Por la mañana de un día cualquiera un camión desembarcó una brigada del ayuntamiento en la cancha de futbol: treinta brazos subcontratados y armados de maquinaria que se ocuparían, en muy pocas horas, de abrir cinco fosas en la línea central.
De portería a portería.
Al medio día, los huecos ya habían sido cubiertos con cemento y coronados por cuatro vallas cada uno. Pero los chicos del barrio volvieron a la cancha y, apartadas las vallas, se pusieron a jugar futbol.

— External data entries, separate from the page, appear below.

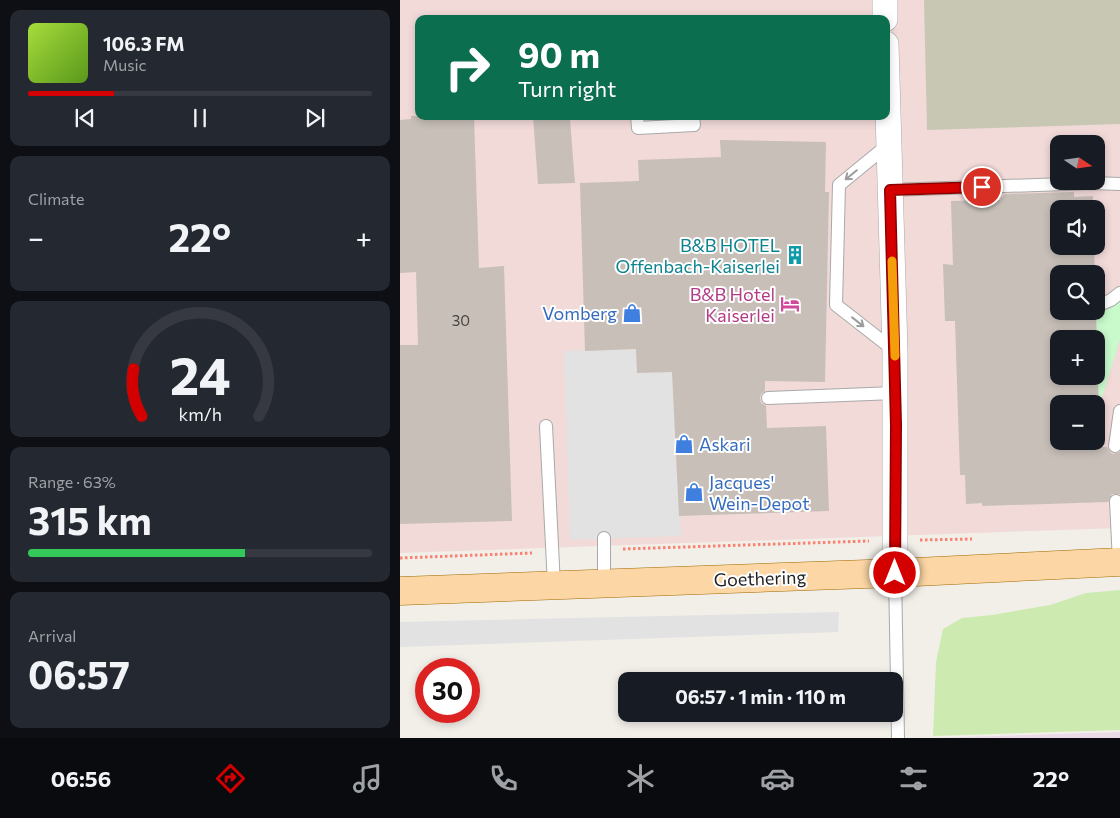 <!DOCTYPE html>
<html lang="en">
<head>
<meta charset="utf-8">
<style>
	:root { --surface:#171b24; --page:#242831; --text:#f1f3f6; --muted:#9ea1a6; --line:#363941; --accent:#d40000 }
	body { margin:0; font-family:Commissioner,sans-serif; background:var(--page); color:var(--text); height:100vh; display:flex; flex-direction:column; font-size:19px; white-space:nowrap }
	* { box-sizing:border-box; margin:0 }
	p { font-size:16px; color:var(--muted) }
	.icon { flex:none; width:28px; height:28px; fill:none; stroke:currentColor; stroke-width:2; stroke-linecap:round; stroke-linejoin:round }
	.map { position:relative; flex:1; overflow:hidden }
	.sheet { display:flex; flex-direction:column; gap:10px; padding:10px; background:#0d0f14; width:400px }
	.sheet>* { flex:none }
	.top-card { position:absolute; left:15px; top:15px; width:475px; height:105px; border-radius:10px; box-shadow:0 2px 8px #0003; background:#0b6e4f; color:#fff; overflow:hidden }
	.needle { width:32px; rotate:103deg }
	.buttons { position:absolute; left:650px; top:135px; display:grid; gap:10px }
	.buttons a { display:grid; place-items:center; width:55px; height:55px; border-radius:10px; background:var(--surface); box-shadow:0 2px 8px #0003; font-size:25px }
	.speed { position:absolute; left:15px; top:658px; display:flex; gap:10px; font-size:25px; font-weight:700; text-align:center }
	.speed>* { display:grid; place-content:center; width:65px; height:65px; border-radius:50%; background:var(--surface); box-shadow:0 2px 8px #0003; line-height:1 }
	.speed .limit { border:8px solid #d22; background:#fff; color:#111 }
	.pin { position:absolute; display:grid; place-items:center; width:42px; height:42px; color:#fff; margin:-21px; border:2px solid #fff; border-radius:50%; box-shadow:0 1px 5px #0007 }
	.me { position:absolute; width:55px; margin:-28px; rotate:0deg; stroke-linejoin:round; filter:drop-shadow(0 0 4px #0008) }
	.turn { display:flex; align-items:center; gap:18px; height:105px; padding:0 20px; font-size:22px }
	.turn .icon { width:65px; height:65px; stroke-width:2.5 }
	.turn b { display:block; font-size:35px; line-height:42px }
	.big { font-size:38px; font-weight:700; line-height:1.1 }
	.sheet .card { flex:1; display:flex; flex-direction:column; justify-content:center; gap:8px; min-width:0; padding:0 18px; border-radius:10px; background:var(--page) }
	.sheet .dial { align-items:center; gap:0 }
	.dial svg { height:130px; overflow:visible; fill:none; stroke:var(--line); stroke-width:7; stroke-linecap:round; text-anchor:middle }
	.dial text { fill:var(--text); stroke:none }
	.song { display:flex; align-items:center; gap:15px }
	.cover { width:60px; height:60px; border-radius:8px; background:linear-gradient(135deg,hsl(80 70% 55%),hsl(90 70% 35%)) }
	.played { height:5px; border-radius:2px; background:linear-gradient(90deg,var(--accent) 25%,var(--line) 25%) }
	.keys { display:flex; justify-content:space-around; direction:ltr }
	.heat { display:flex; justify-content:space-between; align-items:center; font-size:28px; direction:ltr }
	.charge { height:8px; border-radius:4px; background:linear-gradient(90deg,#34c759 63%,var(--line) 0) }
	.trip { position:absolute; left:218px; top:672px; width:285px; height:50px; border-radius:10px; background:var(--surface); box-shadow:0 2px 8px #0003; font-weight:700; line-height:50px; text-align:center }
	.tab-bar { display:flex; height:80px; justify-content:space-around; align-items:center; background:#090b0e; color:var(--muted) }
	.tab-bar .icon { width:35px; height:35px }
	.tab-bar .current { color:var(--accent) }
	.tab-bar b { font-size:22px; color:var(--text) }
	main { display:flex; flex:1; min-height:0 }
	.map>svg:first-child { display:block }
	.commercial { fill:#f2dad9; fill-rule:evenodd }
	.industrial { fill:#ebdbe8 }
	.construction { fill:#c7c7b4 }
	.grass { fill:#cdebb0 }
	.park { fill:#c8facc }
	.parking { fill:#e2e2e2 }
	.building { fill:#c7bfb8; fill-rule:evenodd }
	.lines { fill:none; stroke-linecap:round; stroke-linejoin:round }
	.lane-casing { stroke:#a9a9a9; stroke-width:14 }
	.street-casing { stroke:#a9a9a9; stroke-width:26 }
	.primary-casing { stroke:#a06b00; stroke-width:29 }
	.path { stroke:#fa8072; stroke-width:3; stroke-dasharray:2.5 2.5; stroke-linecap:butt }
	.lane { stroke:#fff; stroke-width:12 }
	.street { stroke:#fff; stroke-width:25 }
	.primary { stroke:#fcd6a4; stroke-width:28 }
	.oneway { stroke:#9c9c9c }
	.route-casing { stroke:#8a0000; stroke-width:12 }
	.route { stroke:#d40000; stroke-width:9 }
	.slow { stroke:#f59e0b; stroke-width:9 }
	.labels { text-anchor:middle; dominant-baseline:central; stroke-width:4; stroke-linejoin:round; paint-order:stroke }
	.number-label { font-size:15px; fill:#4b4948 }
	.culture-label { font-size:18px; fill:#0d838f; stroke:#fff; text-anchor:end }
	.hotel-label { font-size:18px; fill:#b23c85; stroke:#fff; text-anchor:end }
	.shop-label { font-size:18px; fill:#366cbe; stroke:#fff; text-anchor:start }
	.street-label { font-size:18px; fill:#222; stroke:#fff }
</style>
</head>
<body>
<main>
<section class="sheet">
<div class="card">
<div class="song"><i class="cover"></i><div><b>106.3 FM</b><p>Music</p></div></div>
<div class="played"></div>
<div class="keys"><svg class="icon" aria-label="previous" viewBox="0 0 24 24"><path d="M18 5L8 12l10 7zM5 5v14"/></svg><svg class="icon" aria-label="pause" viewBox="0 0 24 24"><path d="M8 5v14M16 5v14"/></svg><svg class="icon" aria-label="next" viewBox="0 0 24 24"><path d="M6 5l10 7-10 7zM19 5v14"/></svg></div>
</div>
<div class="card"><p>Climate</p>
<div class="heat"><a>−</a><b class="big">22°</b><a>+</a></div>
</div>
<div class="card dial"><svg viewBox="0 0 100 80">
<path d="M14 69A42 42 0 1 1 86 69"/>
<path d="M14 69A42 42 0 0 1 9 40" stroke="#d40000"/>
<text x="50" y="56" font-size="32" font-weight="700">24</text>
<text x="50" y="72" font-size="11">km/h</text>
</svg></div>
<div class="card"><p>Range · 63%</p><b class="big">315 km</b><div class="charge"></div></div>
<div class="card"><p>Arrival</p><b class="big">06:57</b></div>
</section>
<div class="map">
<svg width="720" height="738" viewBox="0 0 720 738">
	<rect width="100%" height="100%" fill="#f2efe9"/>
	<path class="commercial" d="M0,0h720v528l-720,25zM19,19h467v97h-467zM659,144h37v37h-37zM659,209h37v37h-37zM659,274h37v37h-37zM659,339h37v37h-37zM659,404h37v37h-37z"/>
	<path class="industrial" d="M720,732v6h-186z"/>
	<path class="construction" d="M524,0h196v124l-193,6z"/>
	<path class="grass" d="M720,590v140l-187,6 3,-74 7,-33 19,-11 30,-3 58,-10 36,-12z"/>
	<path class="park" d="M720,301v38l-21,68 -3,-90z"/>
	<path class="parking" d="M338,116h113v3z
		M272,348l4,127h3l2,61 -111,4 -6,-189 72,-2 1,24h12l-2,-24z
		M439,612l-1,20 -438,15v-25z"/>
	<path class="building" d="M11,116h63l5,152 25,-2 8,255 -112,3v-179h18l-2,-73 -16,1v-153l11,-1z
		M133,116h25l1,4 11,-1 5,64 -37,1z
		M320,140l106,2 -1,50h4l-4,190 -60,-1v10l-4,3 -1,4 1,5 5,3 1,22 59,-2 3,85 -150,5 -7,-144 -35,1 -1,-24 -51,2 -5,-168 59,-2 -1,-21 83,-3z
		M674,192v5l19,-1v13h-34v37h35l1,28h-36v37h31l6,3 4,133h7l3,5 3,2 7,-2v42h-8l-4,8 -126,4v-3l-16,1 -1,-29h-5l-5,-154h-10l-2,-57 10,1 -2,-64 49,-1 5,-6zM659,339h37v37h-37zM659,404h37v37h-37z"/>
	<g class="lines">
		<g class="lane-casing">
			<path id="lane" d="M237,116l1,12 56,-3 -1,-9
				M489,144l-50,41 -3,120 59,46
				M490,190l203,-7 27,1
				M696,306l15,-6 9,-7
				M368,398l127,-5
				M146,426l8,159
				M715,446l5,-35
				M716,501l3,61
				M495,573l3,165
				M204,584v-46"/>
		</g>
		<g class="street-casing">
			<path id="street" d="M485,0v19
				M486,44l9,307v222"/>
		</g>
		<g class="primary-casing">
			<path id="primary" d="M0,591l495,-18 225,-11"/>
		</g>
		<path class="path" d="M520,540l52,-1
			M223,549l246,-8
			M0,558l132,-5"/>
		<use href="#lane" class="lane"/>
		<use href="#street" class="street"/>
		<use href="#primary" class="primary"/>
	</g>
	<defs><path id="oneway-shaft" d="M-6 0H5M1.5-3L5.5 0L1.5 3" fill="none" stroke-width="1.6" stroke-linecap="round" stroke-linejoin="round" transform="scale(1.25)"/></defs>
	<g class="oneway">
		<use href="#oneway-shaft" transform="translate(451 175) rotate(141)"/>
		<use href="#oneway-shaft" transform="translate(458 322) rotate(38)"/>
	</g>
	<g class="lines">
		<g class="route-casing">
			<path id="route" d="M495,573l1,-148 -6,-235 92,-3"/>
		</g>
		<use href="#route" class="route"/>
		<path class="slow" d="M492,261l3,95"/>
	</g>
	<defs>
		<g id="building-bare" transform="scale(1.5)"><path d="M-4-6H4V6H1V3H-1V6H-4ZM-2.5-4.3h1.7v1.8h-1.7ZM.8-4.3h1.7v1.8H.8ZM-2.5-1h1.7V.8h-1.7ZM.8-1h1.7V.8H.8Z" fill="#0f9aa8" stroke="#fff" stroke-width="2.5" paint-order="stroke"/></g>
		<g id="hotel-bare" transform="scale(1.5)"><path d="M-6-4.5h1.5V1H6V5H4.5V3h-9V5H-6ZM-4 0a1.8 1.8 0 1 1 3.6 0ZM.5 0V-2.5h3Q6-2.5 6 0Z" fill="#d1479c" stroke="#fff" stroke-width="2.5" paint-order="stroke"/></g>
		<g id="shop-bare" transform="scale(1.5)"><path d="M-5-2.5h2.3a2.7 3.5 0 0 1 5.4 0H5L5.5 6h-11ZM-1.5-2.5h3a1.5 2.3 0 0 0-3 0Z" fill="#3f7fe0" stroke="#fff" stroke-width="2.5" paint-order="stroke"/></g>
	</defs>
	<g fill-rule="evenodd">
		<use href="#building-bare" x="395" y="255"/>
		<use href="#hotel-bare" x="390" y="304"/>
		<use href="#shop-bare" x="232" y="313"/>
		<use href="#shop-bare" x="284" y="444"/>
		<use href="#shop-bare" x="294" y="492"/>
	</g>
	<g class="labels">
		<g class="number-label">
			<text x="61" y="320">30</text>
		</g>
		<g class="culture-label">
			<text x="380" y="245">B&amp;B HOTEL<tspan x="380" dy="21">Offenbach-Kaiserlei</tspan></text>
		</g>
		<g class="hotel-label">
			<text x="375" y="294">B&amp;B Hotel<tspan x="375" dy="21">Kaiserlei</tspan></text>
		</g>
		<g class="shop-label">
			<text x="217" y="313" text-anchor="end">Vomberg</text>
			<text x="299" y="444">Askari</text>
			<text x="309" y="482">Jacques'<tspan x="309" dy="21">Wein-Depot</tspan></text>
		</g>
		<g class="street-label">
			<text transform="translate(360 578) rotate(-2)">Goethering</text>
		</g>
	</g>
</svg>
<div class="buttons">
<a><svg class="needle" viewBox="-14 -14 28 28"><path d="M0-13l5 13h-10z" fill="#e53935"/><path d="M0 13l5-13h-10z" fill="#9ea1a6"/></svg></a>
<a><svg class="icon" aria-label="sound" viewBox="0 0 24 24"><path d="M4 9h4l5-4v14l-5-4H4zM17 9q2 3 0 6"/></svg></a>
<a><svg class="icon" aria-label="search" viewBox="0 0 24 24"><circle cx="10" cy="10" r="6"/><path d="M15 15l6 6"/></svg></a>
<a>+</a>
<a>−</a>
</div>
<div class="speed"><div class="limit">30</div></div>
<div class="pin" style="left:582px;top:187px;background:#d93025"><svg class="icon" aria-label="arrive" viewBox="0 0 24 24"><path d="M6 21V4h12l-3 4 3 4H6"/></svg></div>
<svg class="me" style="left:495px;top:573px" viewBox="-20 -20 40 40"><circle r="17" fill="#d40000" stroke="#fff" stroke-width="3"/><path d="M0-11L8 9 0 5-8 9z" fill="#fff"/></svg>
<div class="trip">06:57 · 1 min · 110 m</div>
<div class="top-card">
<div class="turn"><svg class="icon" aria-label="right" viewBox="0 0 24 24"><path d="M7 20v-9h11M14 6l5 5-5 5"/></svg><div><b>90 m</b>Turn right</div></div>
</div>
</div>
</main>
<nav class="tab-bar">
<b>06:56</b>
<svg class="icon current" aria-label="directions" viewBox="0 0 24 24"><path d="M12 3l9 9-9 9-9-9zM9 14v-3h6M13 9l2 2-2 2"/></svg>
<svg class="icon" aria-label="music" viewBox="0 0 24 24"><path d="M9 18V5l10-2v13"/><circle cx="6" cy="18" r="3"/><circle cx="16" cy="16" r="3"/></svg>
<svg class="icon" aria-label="phone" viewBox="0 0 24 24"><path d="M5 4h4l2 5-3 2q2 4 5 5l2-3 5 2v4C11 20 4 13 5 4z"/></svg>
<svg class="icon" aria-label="climate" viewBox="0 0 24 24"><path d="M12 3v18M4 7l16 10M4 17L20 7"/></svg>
<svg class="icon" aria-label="car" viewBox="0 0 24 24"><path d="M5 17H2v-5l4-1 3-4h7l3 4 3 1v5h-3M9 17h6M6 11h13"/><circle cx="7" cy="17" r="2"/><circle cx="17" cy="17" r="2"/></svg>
<svg class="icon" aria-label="filters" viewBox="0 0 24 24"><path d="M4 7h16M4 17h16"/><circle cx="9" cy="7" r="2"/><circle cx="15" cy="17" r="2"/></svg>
<b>22°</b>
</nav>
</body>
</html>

Tres días tardó en aparecer el mismo camión sin perforadoras ni brigada, sólo con un hombre y un candado, para cerrar el acceso a la cancha. Pero los chicos del barrio volvieron y, una vez saltada la reja, se pusieron a jugar futbol. Hasta ayer,
de un día cualquiera. De madrugada, cinco flamantes mesas de pin-pon fueron colocadas proporcionalmente, una al lado de la otra, en la línea central de la antigua cancha de futbol. Y cuando los chicos del barrio volvieron… miraron el cielo, las paredes de la muralla, los mendigos de la metadona, el descampado lleno de caca, la calle, la acera, la pelota y las ansias de chutar a gol.
Ahora ya no hay gritos ni porterías, nadie levanta polvo ni rompe ningún cristal. No son muchos los chicos del barrio que vuelven. Y será difícil conocerlos si no jugamos a futbol.